Fue entonces que los vi. También cebaban el mate, pero más que hacerlo lo abandonaban, ausentes, en el asiento entre ellos mientras se esforzaban en parecer que no lloraban. Me saludaron de lejos con ese gesto que intenta ser una sonrisa que no se logra, mismo que yo devolví y me quedé mirando.
Para esos días yo andaba siempre con la camiseta de River. De manera que las cosas caen en los ritos que andan el camino por nosotros, esquivando nuestras cárceles mentales y me preguntaron por el partido.
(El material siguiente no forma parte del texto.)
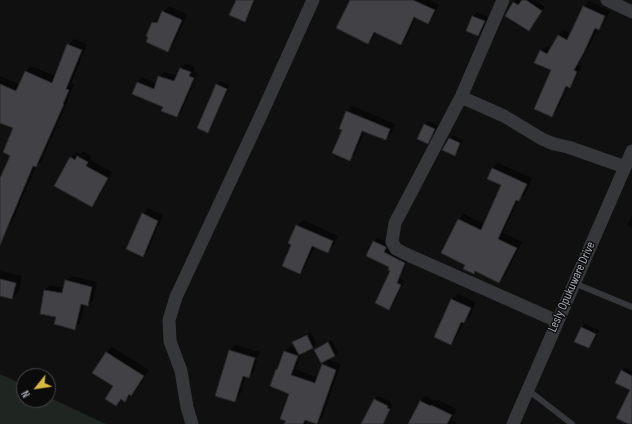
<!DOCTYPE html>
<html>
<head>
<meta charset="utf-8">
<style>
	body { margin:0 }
	#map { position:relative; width:632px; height:424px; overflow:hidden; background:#101011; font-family:"Sofia Sans Condensed",sans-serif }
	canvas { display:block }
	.north { position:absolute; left:16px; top:368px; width:40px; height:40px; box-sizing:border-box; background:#0b0b0c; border:1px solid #48494e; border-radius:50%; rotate:240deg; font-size:11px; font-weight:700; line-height:16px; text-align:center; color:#a3a5b0 }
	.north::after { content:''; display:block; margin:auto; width:14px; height:18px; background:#dab73f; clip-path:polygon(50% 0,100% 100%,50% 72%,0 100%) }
</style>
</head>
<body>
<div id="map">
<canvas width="632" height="424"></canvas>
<div class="north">N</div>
</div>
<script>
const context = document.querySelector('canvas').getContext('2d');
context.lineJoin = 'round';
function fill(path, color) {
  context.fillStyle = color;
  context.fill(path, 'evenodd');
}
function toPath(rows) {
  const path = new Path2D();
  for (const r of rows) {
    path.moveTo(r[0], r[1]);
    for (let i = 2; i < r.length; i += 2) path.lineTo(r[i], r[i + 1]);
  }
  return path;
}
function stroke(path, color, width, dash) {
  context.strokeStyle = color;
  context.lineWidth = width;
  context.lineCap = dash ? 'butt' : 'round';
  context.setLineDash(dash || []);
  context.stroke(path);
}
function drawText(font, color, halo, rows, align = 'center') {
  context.font = font + ' "Sofia Sans Condensed",sans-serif';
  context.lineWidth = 3;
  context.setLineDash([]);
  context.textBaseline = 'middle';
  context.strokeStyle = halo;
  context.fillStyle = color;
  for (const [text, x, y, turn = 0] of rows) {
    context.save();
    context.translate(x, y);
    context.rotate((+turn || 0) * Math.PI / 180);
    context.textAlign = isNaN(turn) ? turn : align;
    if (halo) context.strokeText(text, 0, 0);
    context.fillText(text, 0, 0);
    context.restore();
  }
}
const green = toPath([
	[0,374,24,385,24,400,48,400,48,397,106,424,0,424]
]);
const shadow = toPath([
	[237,0,256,0,248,17,244,21],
	[351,0,429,0,439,5,433,17,428,22,416,17,406,39,401,44,376,32,373,38,368,43],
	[516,0,519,0,522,2,523,0,535,0,545,7,532,26,529,30,506,15],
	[589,1,610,11,604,23,599,29,598,28,589,46,578,65,582,66,575,81,569,86,568,86,557,111,551,116,552,70,541,51,546,46,551,48,559,35,564,30,571,34,584,6],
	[169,6,187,15,173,45,168,51,153,23,159,17,160,18,163,12],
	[477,12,488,17,482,32,478,35,467,30,473,16],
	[74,39,87,44,71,83,74,84,68,98,69,98,42,160,36,166,12,222,7,228,0,225,0,181,11,155,14,128,0,122,0,76,20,85,25,72,31,66,55,76,68,45],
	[186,63,195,67,193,72,198,73,182,111,177,116,164,107,138,82,142,77,157,84,159,77,164,72,177,76,181,68],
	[220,81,230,85,211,128,208,131,217,85],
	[353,106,395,124,391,134,385,139,365,131,355,154,350,159,343,130,340,128,347,111],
	[428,121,438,125,431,139,427,142,425,125],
	[453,135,463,140,458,151,454,155,449,138],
	[83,151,92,156,90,160,112,172,97,200,92,206,71,158,76,152,80,154],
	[498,163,532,178,525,195,519,200,518,200,503,233,522,242,505,276,499,282,476,270,473,273,467,264,443,253,459,219,464,214,485,224,502,185,492,169],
	[148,208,163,215,148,250,142,255,143,214],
	[632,215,632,228,627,225],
	[303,220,338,236,333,246,327,252,315,246,305,267,300,273,292,244,297,226],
	[377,238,389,243,387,248,408,259,400,279,404,281,393,305,389,309,391,271,390,266,374,242],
	[0,271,22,276,19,291,12,298,0,295],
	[72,276,97,282,93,300,88,305,85,304,80,323,75,329,58,316,44,290,50,285,65,288,66,281],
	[458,294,476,302,470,316,464,322,456,338,451,344,435,337,452,299],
	[585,324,599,330,593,343,589,347,581,328],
	[311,332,317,344,313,348,302,353,296,369,318,378,323,365,328,359,341,364,322,418,316,423,308,420,306,424,285,424,287,420,290,393,277,370,279,368,285,352,290,346,297,349,294,342,297,338],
	[332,340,338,352,335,355,315,350,319,346],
	[235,345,260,352,258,358,232,350,232,352,257,360,254,371,248,377,246,376,240,395,235,401,230,351],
	[112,347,149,370,137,389,125,400,122,399,116,405,115,386,106,352],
	[625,367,632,371,632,424,631,424,631,390,622,371],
	[378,396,391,402,390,404,393,405,386,419,381,424,362,424,375,399],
	[426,396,436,401,438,400,457,409,451,420,456,423,455,424,413,424,410,421,421,401]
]);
const building = toPath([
	[236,0,254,0,245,22,229,15,236,0],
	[350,0,413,0,435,10,428,24,414,17,401,45,374,32,368,44,336,28,350,0],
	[522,0,526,0,542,11,529,31,505,16,513,2,518,5,522,0],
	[583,6,605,16,599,30,595,28,584,52,574,70,577,72,570,88,566,86,552,117,534,109,551,70,534,63,540,50,547,54,558,35,567,40,583,6],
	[162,11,182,20,168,52,146,42,148,37,146,36,152,22,154,23,155,22,157,23,162,11],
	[472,16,485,21,478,36,466,31,472,16],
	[67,44,82,50,66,89,69,90,63,104,64,104,36,167,33,166,0,245,0,178,10,156,3,152,13,128,0,123,0,84,16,91,25,71,52,83,67,44],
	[180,68,191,72,189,76,194,78,177,117,161,111,163,107,132,94,137,82,154,89,158,76,174,81,180,68],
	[216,84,227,89,208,133,197,128,216,84],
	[346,111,390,129,386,140,362,131,350,161,332,153,342,130,339,129,346,111],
	[424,124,435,129,428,144,417,139,424,124],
	[449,138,460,143,455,156,442,150,449,138],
	[77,156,88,162,86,166,108,178,92,207,54,186,70,157,75,160,77,156],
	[492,168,527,184,519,201,516,200,498,239,517,248,499,283,475,271,474,274,463,269,465,265,441,253,458,219,481,230,501,185,487,179,492,168],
	[142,213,158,221,143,257,126,249,142,213],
	[296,225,333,241,328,253,312,246,300,274,282,266,291,245,288,243,296,225],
	[373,241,386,247,386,248,384,252,405,263,397,283,401,285,389,310,375,303,390,271,388,270,389,267,366,256,373,241],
	[0,279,16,283,12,299,0,296,0,279],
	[65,280,92,287,88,306,81,304,75,330,54,324,56,317,40,314,44,290,62,293,65,280],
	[451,299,471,308,464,323,461,322,451,345,434,337,451,299],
	[581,327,596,334,589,348,574,342,581,327],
	[307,335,313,348,299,355,292,342,307,335],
	[328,342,335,356,321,363,314,350,328,342],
	[229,350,255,358,249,378,243,376,235,402,215,396,229,350],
	[284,351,298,356,291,375,315,383,322,364,336,370,317,424,305,420,303,424,284,424,286,421,280,419,289,394,270,386,276,369,277,370,284,351],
	[106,352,144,376,131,396,129,394,125,402,121,399,116,406,105,399,113,386,92,373,106,352],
	[621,370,632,376,632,424,628,424,616,418,630,390,615,383,621,370],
	[374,399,388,406,387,408,390,409,383,424,361,424,374,399],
	[420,401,431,406,431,405,452,415,447,424,408,424,420,401]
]);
const lane = toPath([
	[574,283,632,307],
	[528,390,572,424]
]);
const street = toPath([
	[503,0,461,97,395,223,392,242,396,249,408,255,557,321],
	[607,0,632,12],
	[461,97,504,116,542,139,554,144,568,147,625,167],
	[192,424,187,407,181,371,170,341,169,320,176,297,262,113,313,0],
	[513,424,632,151]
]);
const streetNames = [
	["Lesly Opukuware Drive",572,287,-66]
];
fill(green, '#1f2520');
fill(shadow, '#0007');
fill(building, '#424246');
stroke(building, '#2a2a2d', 1);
stroke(lane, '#36373a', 6);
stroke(street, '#36373a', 13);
drawText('13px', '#a3a5b0', '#0b0b0c', streetNames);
</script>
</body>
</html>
Me gustaría decir que les di un amplio resumen en la voz de un narrador improvisado para distraerlos un poco y desaparecerles la desdicha, pero les relaté los goles con euforia más porque a mí me había parecido un partido bárbaro, lleno de fiesta y fútbol.
Ahí se vino toda la vorágine porque comenzó una discusión en intento de definir el puesto del mejor delantero centro de la liga. Luego me contaron de su viejita y que esperaban pasar la noche en el hospital.
Ya de vuelta, mientras esperaba al resto del equipo, me preguntaron que si ahora estaba tan callado porque tenía sueño y para no dar explicaciones dije que sí, pero en realidad yo pensaba en esa aflicción tan oprimente que me viene algunas noches antes de dormir cuando pienso en la muerte. Esa nada tan profunda, dejar de existir, ya no participar del mundo; y entonces cerrar los ojos ya con el pijama puesto, recostado bajo las cobijas y tratar de desaparecer del universo para alcanzar esa sensación de vacío, pero me apretaba fuerte el pecho, abría los ojos y mejor desandaba mis pasos para caer dormido. Pensaba en todo eso y si aquellos dos chicos mayores sentían esa opresión ahora mismo.
Cuando los abuelos se acomodaron me escapé un poco para ir a verlos. Los encontré entrando al ascensor, me paré justo enfrente cuando uno de ellos gritó «arriba River», a lo que contesté con una sonrisa y el puño levantado, pero el otro revirtió, «pero de un palo». Fue entonces que me sentí burlado, entendí que esos dos no eran mis amigos, por más que ese juego de palabras lo entendería años más tarde, y aunque no supiera el significado me sabía ofendido, a lo que quedaba por completo indefenso sin saber cómo contestar para salvar el honor y el orgullo por la camiseta. Antes de cerrar las puertas miré sus sonrisas de victoria y entonces sí, qué bueno que la vieja estaba a nada de abandonar su existencia porque seguro con unos guachos así ni era tan buena ni merecía otra cosa que el asqueroso cáncer que la pudría en cama y ojalá que esos tremendos hijos de puta sintieran fuerte esa sensación agobiante en el pecho y en al alma.